The development of literacy in Bristol and Gloucestershire, 1755-1870
[Thesis]
Campbell, M. J.
University of Bath
1980
Ph.D.
University of Bath
1980
The dissertation explores in detail the factors which operated to provide elementary education in Bristol 1800-1870 and analyses the effects of religious and political differences. It measures the growth of literacy by signature data in Bristol generally and SS. Philip and Jacob in particular, the latter being taken as a paradigm of a large urban parish. A significant correlation between the findings of a statistical survey of 1838 and signature data extracted from marriage records for this parish has been demonstrated. The study of Gloucestershire concentrates on analysis of signature data to give a profile of a rural county from 1755-1865. This includes comparison of female and male literacy, analysis of literacy by occupation and in relation to occupation of parent, and also the analysis of the occupational and locational distribution of couples making double marks. The study has extensive Gloucestershire prison records to establish correlations between their data and signature data, particularly in relation to the largest occupational groups. Other sources for evidence of literacy are considered, and beliefs relating to the alleged superiority in literacy of certain denominational groups challenged with new evidence. A hierarchy of literacy by occupation is described and evidence submitted to demonstrate that this was the most important factor in the discontinuity of patterns of literacy within a county. Evidence is adduced to suggest that children, particularly sons, of artisans were educated to a measurable standard even where educational agencies were deficient. Conversely, the study emphasises the depressed educational state of agricultural and other labourers throughout much of the period in question. Attempts are made to establish the relationship of the signature to skills of general literacy for a point in the middle of the l9th century.
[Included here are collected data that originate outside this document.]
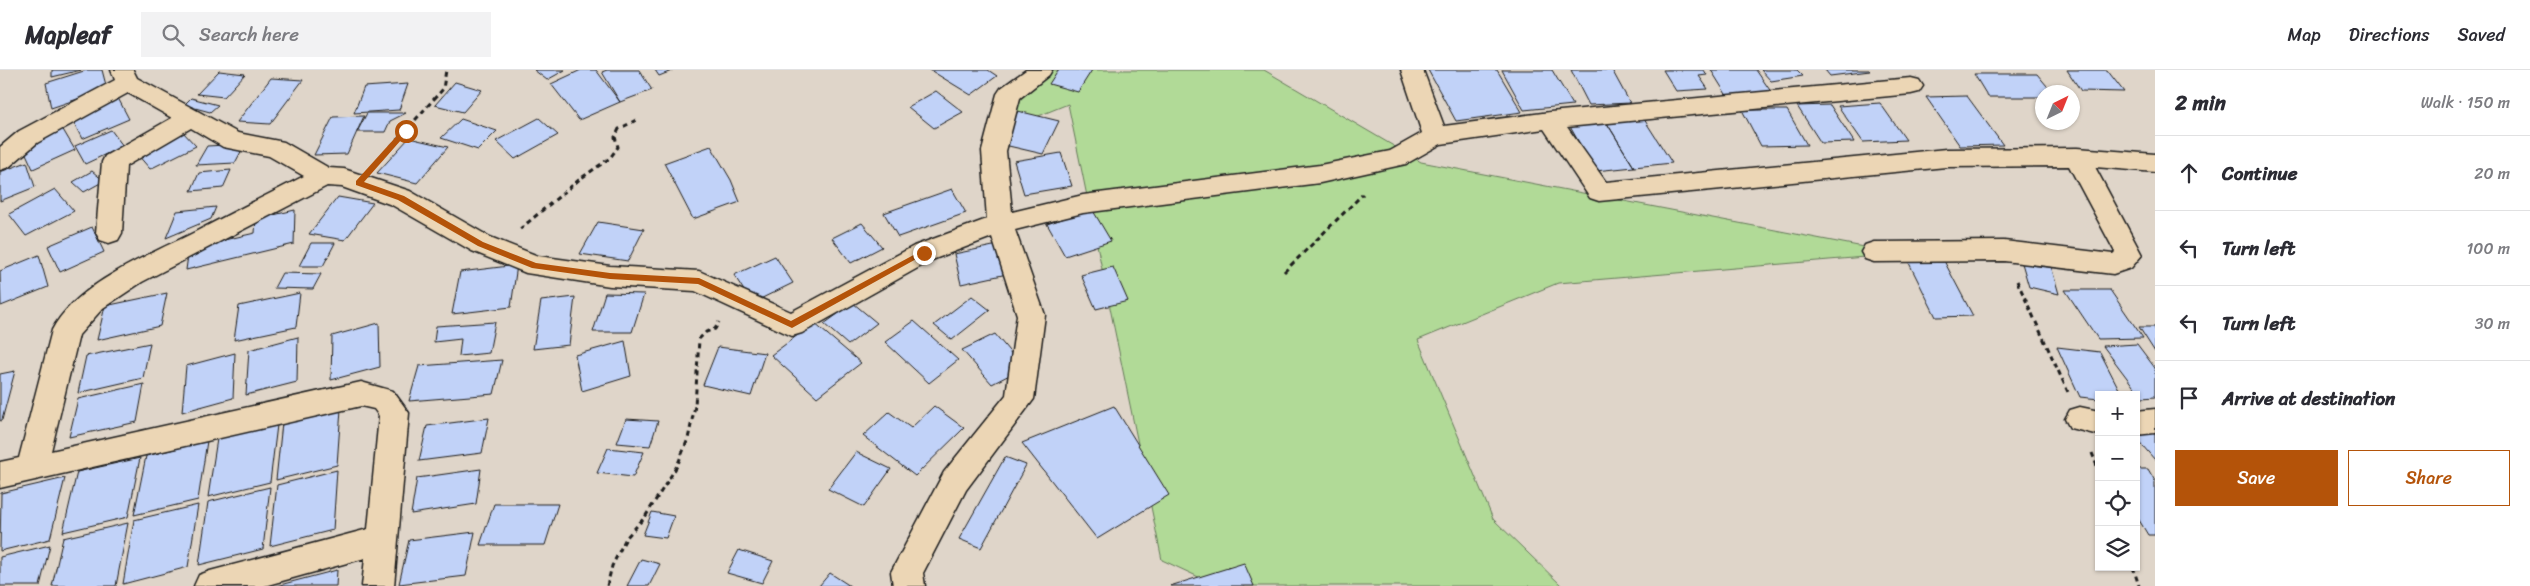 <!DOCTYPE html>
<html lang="en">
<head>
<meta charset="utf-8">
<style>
  :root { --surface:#fff; --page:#f2f2f3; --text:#2b2b33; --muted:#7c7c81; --line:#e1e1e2; --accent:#b45309 }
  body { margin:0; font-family:Sriracha,sans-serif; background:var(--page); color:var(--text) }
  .controls { position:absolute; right:15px; bottom:15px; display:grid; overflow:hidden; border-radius:0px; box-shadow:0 1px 4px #0004 }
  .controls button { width:45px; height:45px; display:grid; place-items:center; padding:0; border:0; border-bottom:1px solid var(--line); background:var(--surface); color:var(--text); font:25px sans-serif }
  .compass { position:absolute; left:2035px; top:15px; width:45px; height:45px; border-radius:50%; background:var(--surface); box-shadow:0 1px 4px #0004; rotate:43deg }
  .stop { position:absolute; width:15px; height:15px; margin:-11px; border:4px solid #b45309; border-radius:50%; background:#fff }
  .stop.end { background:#b45309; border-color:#fff; box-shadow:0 1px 5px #0008 }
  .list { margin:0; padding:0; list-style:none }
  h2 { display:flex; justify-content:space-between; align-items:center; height:65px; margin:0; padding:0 20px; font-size:21px }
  h2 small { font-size:16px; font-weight:400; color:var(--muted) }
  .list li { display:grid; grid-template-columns:32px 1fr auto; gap:15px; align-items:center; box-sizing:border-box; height:75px; padding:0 20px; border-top:1px solid var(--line) }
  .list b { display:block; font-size:19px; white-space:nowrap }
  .list em { font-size:16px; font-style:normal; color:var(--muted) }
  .actions { display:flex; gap:10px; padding:15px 20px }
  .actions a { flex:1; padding:11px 0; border:1px solid var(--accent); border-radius:0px; text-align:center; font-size:18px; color:var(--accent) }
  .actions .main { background:var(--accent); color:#fff }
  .icon { flex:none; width:28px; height:28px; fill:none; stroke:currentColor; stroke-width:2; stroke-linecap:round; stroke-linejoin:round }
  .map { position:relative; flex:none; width:2155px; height:516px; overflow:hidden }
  header { display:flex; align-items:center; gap:30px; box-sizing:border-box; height:70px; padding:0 25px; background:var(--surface); border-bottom:1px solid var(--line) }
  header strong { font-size:24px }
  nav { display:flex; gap:28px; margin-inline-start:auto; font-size:18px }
  .search { width:350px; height:45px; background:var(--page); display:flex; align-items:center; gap:12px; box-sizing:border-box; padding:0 18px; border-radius:0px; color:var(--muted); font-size:19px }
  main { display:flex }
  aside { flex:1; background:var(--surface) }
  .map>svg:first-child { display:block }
  .green { fill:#b1da97; stroke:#667b5a }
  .building { fill:#c1d2f8; stroke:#1c1c1c }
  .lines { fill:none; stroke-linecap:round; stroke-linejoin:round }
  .minor-casing { stroke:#1c1c1c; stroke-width:3 }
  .path { stroke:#1c1c1c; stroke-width:3; stroke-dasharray:5 4; stroke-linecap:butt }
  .minor { fill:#ecd6b5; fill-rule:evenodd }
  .route { fill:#b45309 }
</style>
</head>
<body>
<header>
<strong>Mapleaf</strong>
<div class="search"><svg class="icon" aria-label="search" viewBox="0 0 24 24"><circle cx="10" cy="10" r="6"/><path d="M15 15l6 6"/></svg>Search here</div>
<nav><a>Map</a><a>Directions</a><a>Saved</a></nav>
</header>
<main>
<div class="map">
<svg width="2155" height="516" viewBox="0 0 2155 516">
  <rect width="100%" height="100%" fill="#dfd5c9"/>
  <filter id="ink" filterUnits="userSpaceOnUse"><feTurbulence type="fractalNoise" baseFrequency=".02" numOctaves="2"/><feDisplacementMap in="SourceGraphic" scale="10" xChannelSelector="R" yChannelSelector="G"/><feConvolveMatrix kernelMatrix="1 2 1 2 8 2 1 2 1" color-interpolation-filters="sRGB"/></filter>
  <g filter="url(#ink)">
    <path class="green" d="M1033 0H1264L1421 92 1900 184 1558 213 1418 270 1493 449 1562 516H1218L1162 490 1068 34 999 62Z"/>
    <path class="building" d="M52 0H81L52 7Z
      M87 0H102L107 19 51 38 46 13Z
      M534 0H565L547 10Z
      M581 0H596L620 32 579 50 551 14Z
      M607 0H639L652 20 620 32 602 2Z
      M655 0H674L659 6Z
      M930 0H988L997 6 971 25Z
      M1058 0H1092L1078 22 1049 14Z
      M1428 0H1497L1522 42 1456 51Z
      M1502 0H1552L1573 35 1524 40Z
      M1571 0H1612L1630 33 1589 35Z
      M1663 0H1704L1707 5 1699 6 1708 19 1676 21Z
      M1711 0H1756L1774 26 1729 29Z
      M1761 0H1797L1803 6 1771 11Z
      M1825 0H1869L1870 1 1830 6Z
      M2067 0H2107L2124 22 2081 21Z
      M219 1 245 4 224 27 197 24Z
      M1974 4H2037L2052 22H2042V27H1988Z
      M271 8 303 10 270 54 237 52Z
      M455 12 482 20 463 42 435 35Z
      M408 14 399 40 354 43 364 17Z
      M936 21 963 42 934 58 908 37Z
      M1967 26 2003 75 1960 76 1926 27Z
      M118 28 129 49 82 69 71 47Z
      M191 28 218 35 210 42 184 35Z
      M1880 33 1906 70 1863 72 1838 36Z
      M1830 35 1854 72 1821 73 1797 36Z
      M1742 40H1787L1807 75 1761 76Z
      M1018 41 1059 51 1043 84 1000 74Z
      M367 43H406L390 51 385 62H357Z
      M364 46 347 84 314 85 333 47Z
      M1642 46 1672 93 1634 97 1605 50Z
      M539 48 558 65 515 89 496 71Z
      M461 49 497 61 478 80 441 68Z
      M1605 50 1634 97 1595 101 1568 53Z
      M62 58 75 80 33 99 22 75Z
      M111 60 123 76 85 94 75 76Z
      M182 61 196 76 150 99 137 84Z
      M409 68 448 77 417 113 377 103Z
      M245 74 235 93 196 95 207 76Z
      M711 76 731 110 740 132 693 149 664 93Z
      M1061 83 1072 116 1024 124 1014 91Z
      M27 92 35 117 0 131V102Z
      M231 100 223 118 191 121 199 103Z
      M92 101 104 111 84 122 73 112Z
      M55 119 74 141 26 166 9 144Z
      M952 119 966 143 898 167 884 143Z
      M338 127 373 133 345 170 309 164Z
      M216 137 211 149 166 168 177 141Z
      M1092 139 1111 171 1065 186 1047 154Z
      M295 140 294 174 186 200 189 178 255 163 256 149Z
      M598 152 644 159 628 191 580 184Z
      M862 153 882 177 851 193 832 168Z
      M92 157 104 182 60 202 48 176Z
      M311 173H335L323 196H299Z
      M998 175 1007 204 961 214 954 184Z
      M2019 183 2049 189 2059 224 2029 217Z
      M39 185 48 217 1 236 0 201Z
      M1905 185 1942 187 1973 246 1936 247Z
      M775 186 793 213 752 233 734 205Z
      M517 195 511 237 452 244 460 202Z
      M1113 197 1128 231 1096 239 1081 205Z
      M282 203 321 204 313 219 274 218Z
      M2065 220H2110L2143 268 2098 269Z
      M167 223 160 256 97 270 105 236Z
      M300 223 296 257 234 270 239 236Z
      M605 223 644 224 632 262H593Z
      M972 226 990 240 952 270 934 255Z
      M575 227 569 275 533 279 541 231Z
      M853 233 877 253 848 275 824 254Z
      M914 251 958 290 929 313 885 272Z
      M495 252 489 283 459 286 461 269 434 272 436 256Z
      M379 253 380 297 331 310 332 266Z
      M814 253 861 293 817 327 771 285Z
      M2139 257H2155V282Z
      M995 264 1023 298 992 314 962 280Z
      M298 267 297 312 246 325 249 280Z
      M625 271 631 306 582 321 575 285Z
      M150 273 143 308 78 323 86 286Z
      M2137 274 2155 298V327L2142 328 2103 276Z
      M718 277 765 283 751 326 703 315Z
      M2057 277 2100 282 2122 325H2099V329L2080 327Z
      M235 283 233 328 182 342 186 296Z
      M502 290 494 324 409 331 419 296Z
      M15 301 2 350 0 351V304Z
      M144 314 137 352 69 367 78 329Z
      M934 336 964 358 915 406 863 366 889 342 911 358Z
      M1114 336 1169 425 1097 469 1022 373Z
      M341 339 337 395 276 410 282 353Z
      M489 348 482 383 419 391 427 356Z
      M626 349 658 351 650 376 617 373Z
      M277 355 270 412 208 427 217 369Z
      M2155 361V390L2136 368V363Z
      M207 371 198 430 134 445 146 386Z
      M608 378 644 382 633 407 597 403Z
      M856 382 891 399 864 437 828 419Z
      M1005 387 1026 395 981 478 959 469Z
      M140 388 128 447 63 462 77 402Z
      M481 399 476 434 411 444 417 408Z
      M2136 399H2148L2155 411V465H2148L2136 445Z
      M337 400 333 460 270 476 277 415Z
      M65 408 50 469 0 481 1 423Z
      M270 417 263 479 199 495 208 432Z
      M494 434H558L545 475H480Z
      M198 435 188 497 123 514 134 450Z
      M652 442 674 446 666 468 643 465Z
      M128 453 116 516H52L63 468Z
      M475 462 466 506 399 514 409 470Z
      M50 475 40 516H0V487Z
      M739 480 773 491 762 513 727 503Z
      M641 489 660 494 649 516H627Z
      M1244 493 1254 516H1170Z
      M337 500 336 516H276Z
      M830 503 850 516H819Z"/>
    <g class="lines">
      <defs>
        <path id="minor" d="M111 0H133L137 8 238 63 284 72 329 98 344 99 410 121 490 167 538 186 610 196 699 201 791 242 914 176 987 149 982 81 997 24 1001 18 1026 0H1052L1049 5 1020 28 1006 81 1012 142 1083 125 1320 95 1390 81 1422 63 1401 0H1423L1444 56 1550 42 1911 8 1919 10 1923 16 1919 22 1911 24 1567 57 1606 112 1946 79 2077 78 2155 84V102L2095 97 2142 185 2131 198 2113 204 2004 191 1874 192 1865 189 1861 182 1865 175 1874 172 2004 171 2113 184 2115 182 2069 96 1946 97 1599 131 1590 128 1544 59 1441 74 1406 94 1320 113 1083 143 1015 160 1045 245 1034 329 966 420 923 503 925 516H893L891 502 944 402 1006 325 1017 245 992 167 932 190 802 263 792 266 695 221 610 216 526 203 472 181 392 135 342 117 327 116 142 212 103 238 79 265 51 381 361 312 393 321 409 343 394 516H362L365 488 264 516H194L199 505 210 501 368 459 379 346 374 339 361 336 0 418V392L19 388 52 260C77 213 149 185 195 162 231 143 267 125 304 106L269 86 223 77 191 58 126 96 122 163 118 170 109 173 100 170 96 163 102 92 105 86 172 48 128 23 37 73 9 97 0 100V77L19 61 115 10Z
          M2080 337 2099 341V365L2070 358 2065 349 2070 340Z
          M2155 339V363L2136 365V341Z"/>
      </defs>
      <use href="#minor" class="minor-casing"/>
      <path class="path" d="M379 90 443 19 446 0
        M520 159 580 109 610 88 618 77 615 67 619 59 638 49
        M1284 202 1363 124
        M2017 211 2068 322
        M2092 383 2099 401
        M2133 497 2139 516
        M607 516 612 496 626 468 645 447 677 396 688 369 695 336 699 269 706 262 715 259 719 252"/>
      <use href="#minor" class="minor"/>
    </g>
  </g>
  <path class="route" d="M403 59 409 61 364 112 404 126 483 172 536 193 610 203 699 208 791 251 921 181 927 183 792 258 698 214 610 209 532 198 478 176 398 130 356 115V111Z"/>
</svg>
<div class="controls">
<button>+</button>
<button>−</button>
<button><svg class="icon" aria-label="locate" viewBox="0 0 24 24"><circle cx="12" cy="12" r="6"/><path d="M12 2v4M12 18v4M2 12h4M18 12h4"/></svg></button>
<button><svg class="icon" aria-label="layers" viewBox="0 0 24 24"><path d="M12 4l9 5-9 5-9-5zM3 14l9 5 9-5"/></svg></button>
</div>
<svg class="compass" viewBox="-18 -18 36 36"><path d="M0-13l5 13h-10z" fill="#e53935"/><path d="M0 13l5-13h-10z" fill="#7c7c81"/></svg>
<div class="stop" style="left:406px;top:61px"></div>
<div class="stop end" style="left:924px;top:183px"></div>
</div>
<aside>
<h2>2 min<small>Walk · 150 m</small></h2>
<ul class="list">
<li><svg class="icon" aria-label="ahead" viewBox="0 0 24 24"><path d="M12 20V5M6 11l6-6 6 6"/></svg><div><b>Continue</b></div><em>20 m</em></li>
<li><svg class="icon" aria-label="left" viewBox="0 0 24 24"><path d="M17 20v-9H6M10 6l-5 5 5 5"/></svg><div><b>Turn left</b></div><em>100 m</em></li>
<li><svg class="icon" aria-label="left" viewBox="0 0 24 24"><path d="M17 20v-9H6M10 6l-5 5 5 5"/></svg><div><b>Turn left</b></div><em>30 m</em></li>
<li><svg class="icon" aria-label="arrive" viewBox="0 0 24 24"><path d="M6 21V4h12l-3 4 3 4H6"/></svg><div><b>Arrive at destination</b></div></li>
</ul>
<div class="actions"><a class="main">Save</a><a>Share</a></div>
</aside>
</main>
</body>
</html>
The dissertation pursues corroboration of occupational patterns of literacy by examining contemporary commentaries, library records, popular literature and some written remains, principally from Bristol and Gloucestershire. The results of an analysis of a range of 18th and 19th century printed materials by using readability tests is described. A tentative conclusion is that these various methodologies point to a spectrum of reading and writing skills which parallel the hierarchy of signature literacy.